*** Opening Data for this task ***
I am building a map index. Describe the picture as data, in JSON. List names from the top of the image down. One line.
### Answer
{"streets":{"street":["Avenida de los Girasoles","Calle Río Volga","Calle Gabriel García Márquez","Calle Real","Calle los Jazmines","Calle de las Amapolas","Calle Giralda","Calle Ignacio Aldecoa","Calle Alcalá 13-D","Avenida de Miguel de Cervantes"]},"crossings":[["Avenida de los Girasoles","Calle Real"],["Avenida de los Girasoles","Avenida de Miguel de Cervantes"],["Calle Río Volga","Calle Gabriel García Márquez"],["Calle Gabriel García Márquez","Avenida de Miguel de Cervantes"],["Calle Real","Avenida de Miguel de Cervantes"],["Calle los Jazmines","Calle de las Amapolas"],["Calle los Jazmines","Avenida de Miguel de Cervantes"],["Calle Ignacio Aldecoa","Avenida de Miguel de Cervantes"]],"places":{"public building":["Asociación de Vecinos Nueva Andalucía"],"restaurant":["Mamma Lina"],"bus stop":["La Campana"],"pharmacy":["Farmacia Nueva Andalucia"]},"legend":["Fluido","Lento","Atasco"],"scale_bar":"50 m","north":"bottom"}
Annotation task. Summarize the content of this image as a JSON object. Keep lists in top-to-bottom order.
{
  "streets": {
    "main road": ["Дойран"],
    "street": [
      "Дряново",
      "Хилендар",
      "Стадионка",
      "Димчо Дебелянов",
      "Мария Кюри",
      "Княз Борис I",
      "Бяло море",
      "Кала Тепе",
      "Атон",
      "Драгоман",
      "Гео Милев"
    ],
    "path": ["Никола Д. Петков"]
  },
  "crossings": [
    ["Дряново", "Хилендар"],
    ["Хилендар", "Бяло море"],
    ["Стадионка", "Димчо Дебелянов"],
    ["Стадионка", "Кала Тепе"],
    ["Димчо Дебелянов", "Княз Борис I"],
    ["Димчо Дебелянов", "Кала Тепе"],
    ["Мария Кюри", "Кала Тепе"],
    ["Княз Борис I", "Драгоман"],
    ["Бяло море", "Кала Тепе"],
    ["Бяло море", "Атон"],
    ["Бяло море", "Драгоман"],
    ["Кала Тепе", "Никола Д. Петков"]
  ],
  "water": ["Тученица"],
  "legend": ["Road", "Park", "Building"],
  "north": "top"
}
*** Closing Data for this task ***
(Work to complete)
Return verbatim each line from the one that mentions "Annotation task. Summarize" to the end of the entries, inclusive.

(Response box)
Annotation task. Summarize the content of this image as a JSON object. Keep lists in top-to-bottom order.
{
  "streets": {
    "main road": ["Дойран"],
    "street": [
      "Дряново",
      "Хилендар",
      "Стадионка",
      "Димчо Дебелянов",
      "Мария Кюри",
      "Княз Борис I",
      "Бяло море",
      "Кала Тепе",
      "Атон",
      "Драгоман",
      "Гео Милев"
    ],
    "path": ["Никола Д. Петков"]
  },
  "crossings": [
    ["Дряново", "Хилендар"],
    ["Хилендар", "Бяло море"],
    ["Стадионка", "Димчо Дебелянов"],
    ["Стадионка", "Кала Тепе"],
    ["Димчо Дебелянов", "Княз Борис I"],
    ["Димчо Дебелянов", "Кала Тепе"],
    ["Мария Кюри", "Кала Тепе"],
    ["Княз Борис I", "Драгоман"],
    ["Бяло море", "Кала Тепе"],
    ["Бяло море", "Атон"],
    ["Бяло море", "Драгоман"],
    ["Кала Тепе", "Никола Д. Петков"]
  ],
  "water": ["Тученица"],
  "legend": ["Road", "Park", "Building"],
  "north": "top"
}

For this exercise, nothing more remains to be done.